▶ _What you need to do_
Leave out the images and return all the data word for word.

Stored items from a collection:
※

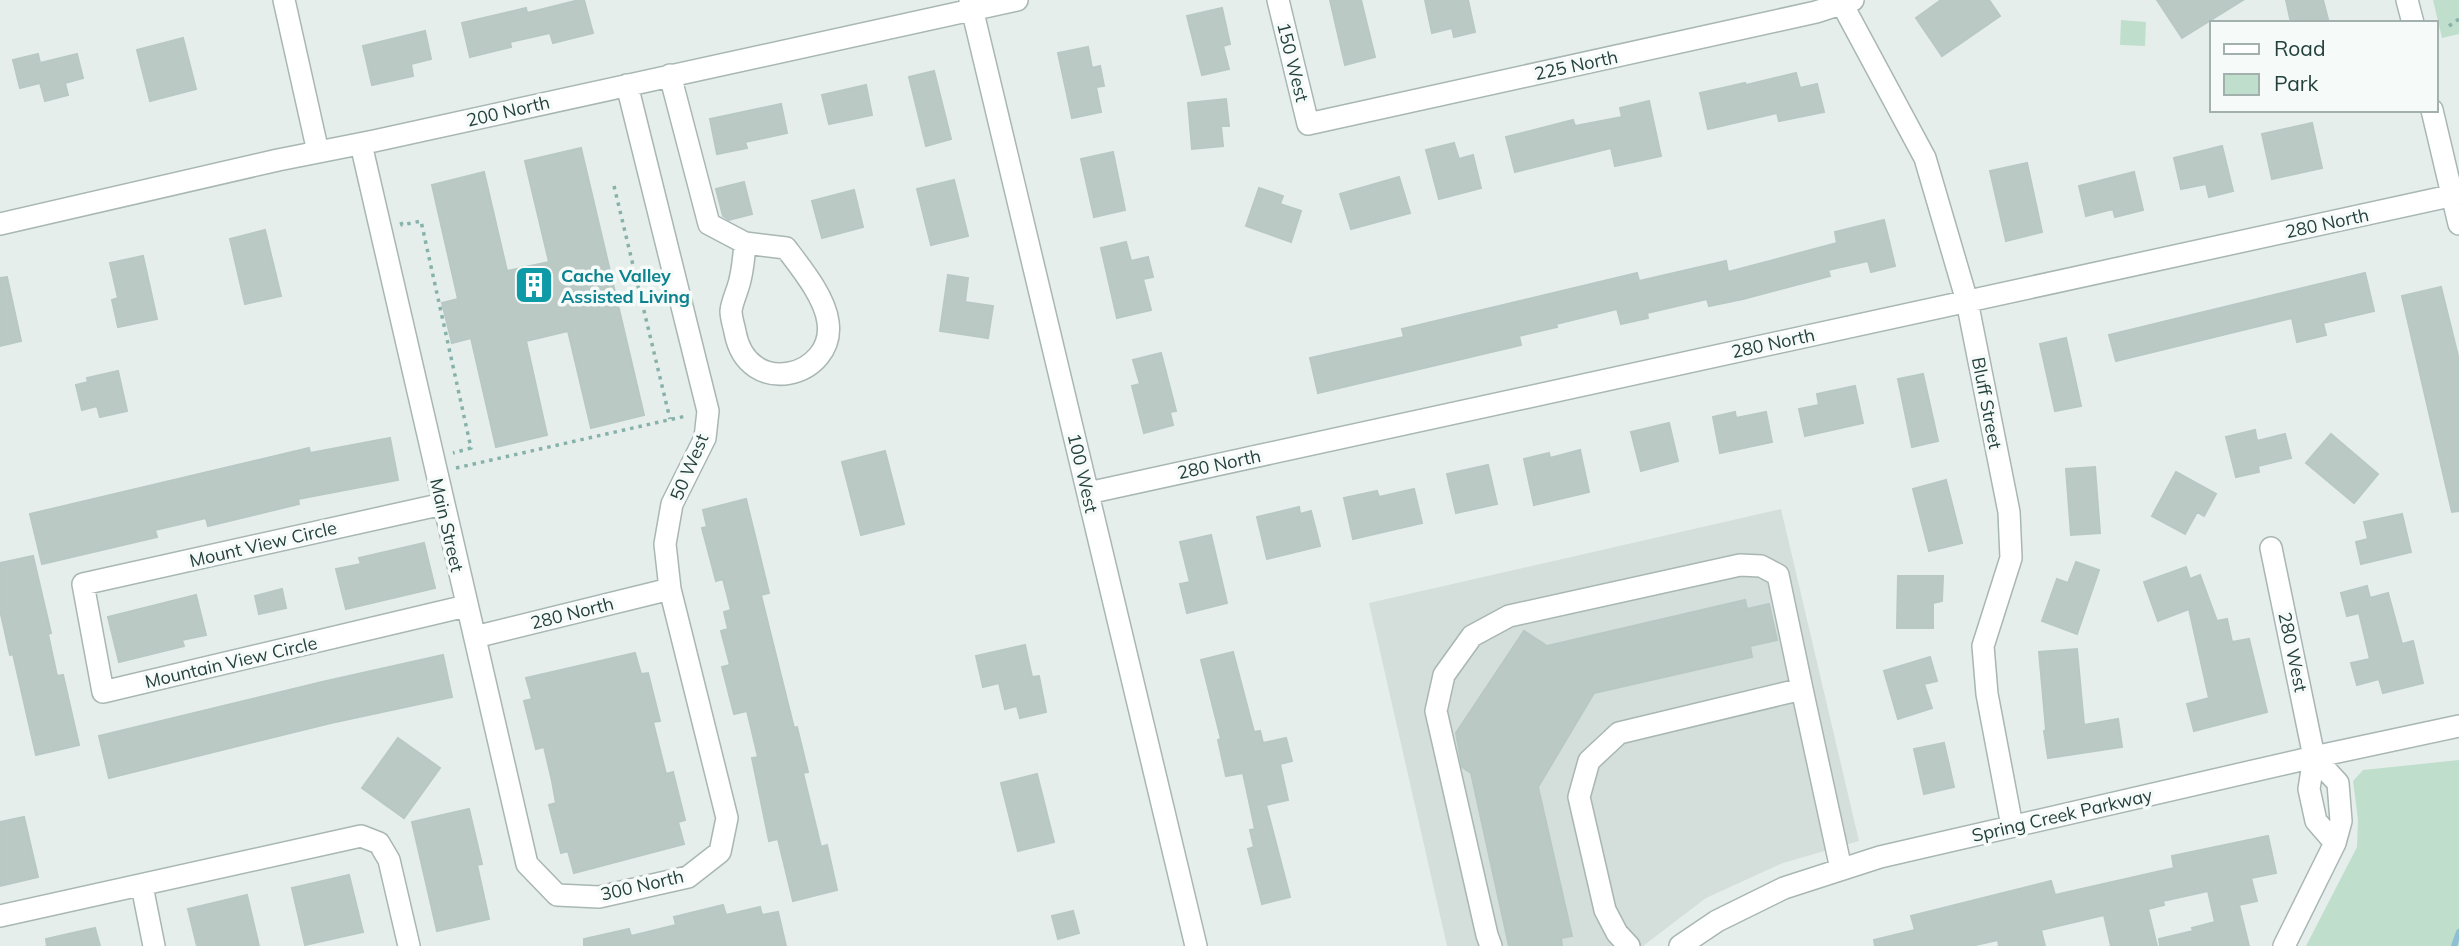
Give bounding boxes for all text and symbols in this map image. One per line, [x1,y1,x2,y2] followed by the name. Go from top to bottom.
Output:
[1272,20,1314,104] street label: 150 West
[2210,21,2438,112] legend
[2274,35,2325,61] text: Road
[1532,45,1620,85] street label: 225 North
[2274,70,2318,96] text: Park
[464,90,552,132] street label: 200 North
[2283,203,2371,243] street label: 280 North
[513,264,555,306] building icon: Cache Valley Assisted Living
[561,264,690,308] place label: Cache Valley Assisted Living
[1729,323,1817,363] street label: 280 North
[1967,355,2007,451] street label: Bluff Street
[665,430,713,504] street label: 50 West
[1063,431,1103,515] street label: 100 West
[1175,444,1263,484] street label: 280 North
[425,476,469,574] street label: Main Street
[187,516,339,572] street label: Mount View Circle
[528,592,616,634] street label: 280 North
[2273,610,2313,694] street label: 280 West
[143,631,319,693] street label: Mountain View Circle
[1970,783,2155,847] street label: Spring Creek Parkway
[598,864,686,906] street label: 300 North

※

▶ _Exercise answer_
Give bounding boxes for all text and symbols in this map image. One per line, [x1,y1,x2,y2] followed by the name. Go from top to bottom.
Output:
[1272,20,1314,104] street label: 150 West
[2210,21,2438,112] legend
[2274,35,2325,61] text: Road
[1532,45,1620,85] street label: 225 North
[2274,70,2318,96] text: Park
[464,90,552,132] street label: 200 North
[2283,203,2371,243] street label: 280 North
[513,264,555,306] building icon: Cache Valley Assisted Living
[561,264,690,308] place label: Cache Valley Assisted Living
[1729,323,1817,363] street label: 280 North
[1967,355,2007,451] street label: Bluff Street
[665,430,713,504] street label: 50 West
[1063,431,1103,515] street label: 100 West
[1175,444,1263,484] street label: 280 North
[425,476,469,574] street label: Main Street
[187,516,339,572] street label: Mount View Circle
[528,592,616,634] street label: 280 North
[2273,610,2313,694] street label: 280 West
[143,631,319,693] street label: Mountain View Circle
[1970,783,2155,847] street label: Spring Creek Parkway
[598,864,686,906] street label: 300 North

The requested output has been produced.